Thinking this morning about Subcomandante Marcos, self-conscious poststructuralism on the world stage, at least off Broadway, it's very strange, wondering when we'll see more of it, could be fun.

Too much of people not taking their own intellectual tendencies seriously, talk a good game, but when it comes down to tacks, they're still in the 18th century, which, as far as society goes, at least, is, frankly, prescientific. And magical thinking = no real magic. Let's make the magic happen. It's a gas, it's a bag of tricks.

We are victims of a politics without wit, victims of ourselves, our own stupid self-obsessed fastidiousness. Less Felix Ung(e/a)r, more Felix the Cat, get me? We're in a fix.

Toe still hurts, coffee surprises and delights as always, Peretz is sleeping on the folded out futon, halfway in a sunny spot, legs extended.

Wednesday, February 13, 2008

Went & got makings of dinner, seven dollar shoes for Patrick, drove up to Greenfield running through soup prep in my mind, thinking about people who obsess over their ecological footprint while treating others like garbage, should probably make me angry, sometimes it does, but like most stupidity, it mostly makes me sad.

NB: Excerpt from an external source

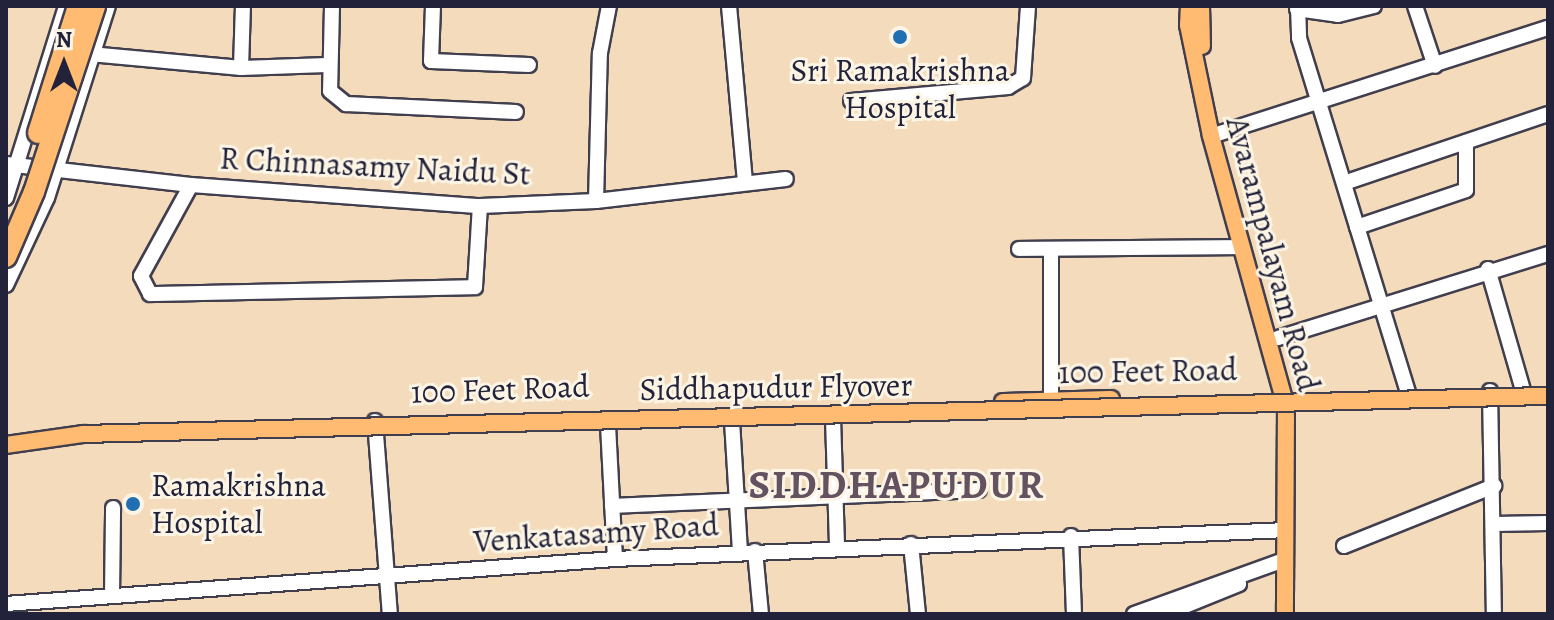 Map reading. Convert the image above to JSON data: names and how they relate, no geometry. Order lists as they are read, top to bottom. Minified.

Made it to Greenfield with a splish & a splash, whipped up tasty dinner, ate it, started watching The Taking of Pelham One Two Three, got to the part where Matthau is showing the Japanese around, then realized I really needed to head home to walk Peretz. Drove back listening to 80s Fall, Australians in Europe, etc.

Just back from slogging around in the wet with pup, finally have my boots off, feet up, drinking pale dry ginger ale, would like to watch some TV, but it's Wednesday.
Caught quite a chill walking the pup, going to make soup & cheese toast.
Quite shockingly wet out.

While working today, effete song lyrics have been pouring forth from my mind, forgetting most, but here's a sample:

Carson Fletchley sits in his window and watches the rain- he feels strange.
Stranger yet as he sits on his front step, awaiting deliveries.
Crippled by incest, his startling intellect goes for the next best bet.
Carson Fletchley, Carson Fletchley, Carson Fletchley, oh!
Carson Fletchley, Carson Fletchley, Carson Fletchley, oh!
Carson Fletchley lies dreaming of minarets and thinks of last morning's sex.
Proceeding dialectically, he lies in his reverie, the subtleties of context.
Crippled by incest, his startling intellect goes for the next best bet.
Carson Fletchley, Carson Fletchley, Carson Fletchley, oh!
Carson Fletchley, Carson Fletchley, Carson Fletchley, oh!
Exciting drive to airport in driving snow left me with with an aching neck, little sleep, otherwise unharmed, loved one's sibling recovered undamaged. Found myself fascinated by people's interest in tailgating in the absence of friction, plow truck driver's apparent near total disinterest in plowing.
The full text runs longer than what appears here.